> WORK ITEM
Ignoring the images, restate the records below word for word.

(Saved data entries)
»»
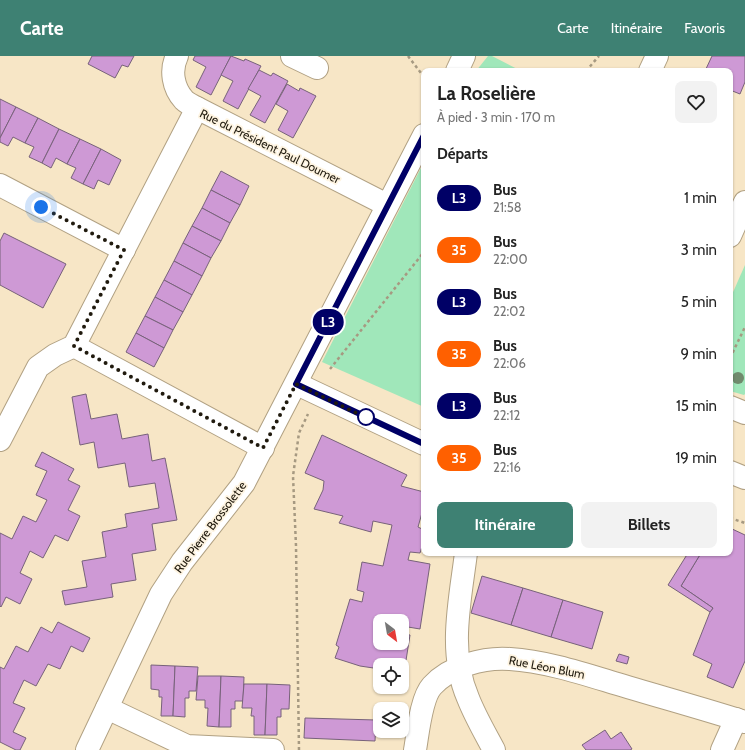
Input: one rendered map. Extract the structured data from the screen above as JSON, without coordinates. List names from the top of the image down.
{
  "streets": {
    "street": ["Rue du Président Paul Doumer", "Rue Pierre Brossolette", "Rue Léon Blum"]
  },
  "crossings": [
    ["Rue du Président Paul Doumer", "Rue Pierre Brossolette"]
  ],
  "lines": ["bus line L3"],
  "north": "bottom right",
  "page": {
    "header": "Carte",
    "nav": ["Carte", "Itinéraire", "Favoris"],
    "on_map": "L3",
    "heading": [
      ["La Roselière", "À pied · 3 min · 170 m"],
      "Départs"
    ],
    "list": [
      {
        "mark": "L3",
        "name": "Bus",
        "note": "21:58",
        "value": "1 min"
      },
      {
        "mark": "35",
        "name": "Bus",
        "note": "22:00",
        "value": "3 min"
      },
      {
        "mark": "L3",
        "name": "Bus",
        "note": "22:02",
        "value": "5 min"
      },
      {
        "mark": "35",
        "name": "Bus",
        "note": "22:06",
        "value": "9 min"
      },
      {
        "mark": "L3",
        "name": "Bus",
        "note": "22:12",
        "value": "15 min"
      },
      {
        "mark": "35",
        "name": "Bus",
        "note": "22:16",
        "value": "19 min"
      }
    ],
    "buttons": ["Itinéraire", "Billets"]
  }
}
««
> FINAL ANSWER
Input: one rendered map. Extract the structured data from the screen above as JSON, without coordinates. List names from the top of the image down.
{
  "streets": {
    "street": ["Rue du Président Paul Doumer", "Rue Pierre Brossolette", "Rue Léon Blum"]
  },
  "crossings": [
    ["Rue du Président Paul Doumer", "Rue Pierre Brossolette"]
  ],
  "lines": ["bus line L3"],
  "north": "bottom right",
  "page": {
    "header": "Carte",
    "nav": ["Carte", "Itinéraire", "Favoris"],
    "on_map": "L3",
    "heading": [
      ["La Roselière", "À pied · 3 min · 170 m"],
      "Départs"
    ],
    "list": [
      {
        "mark": "L3",
        "name": "Bus",
        "note": "21:58",
        "value": "1 min"
      },
      {
        "mark": "35",
        "name": "Bus",
        "note": "22:00",
        "value": "3 min"
      },
      {
        "mark": "L3",
        "name": "Bus",
        "note": "22:02",
        "value": "5 min"
      },
      {
        "mark": "35",
        "name": "Bus",
        "note": "22:06",
        "value": "9 min"
      },
      {
        "mark": "L3",
        "name": "Bus",
        "note": "22:12",
        "value": "15 min"
      },
      {
        "mark": "35",
        "name": "Bus",
        "note": "22:16",
        "value": "19 min"
      }
    ],
    "buttons": ["Itinéraire", "Billets"]
  }
}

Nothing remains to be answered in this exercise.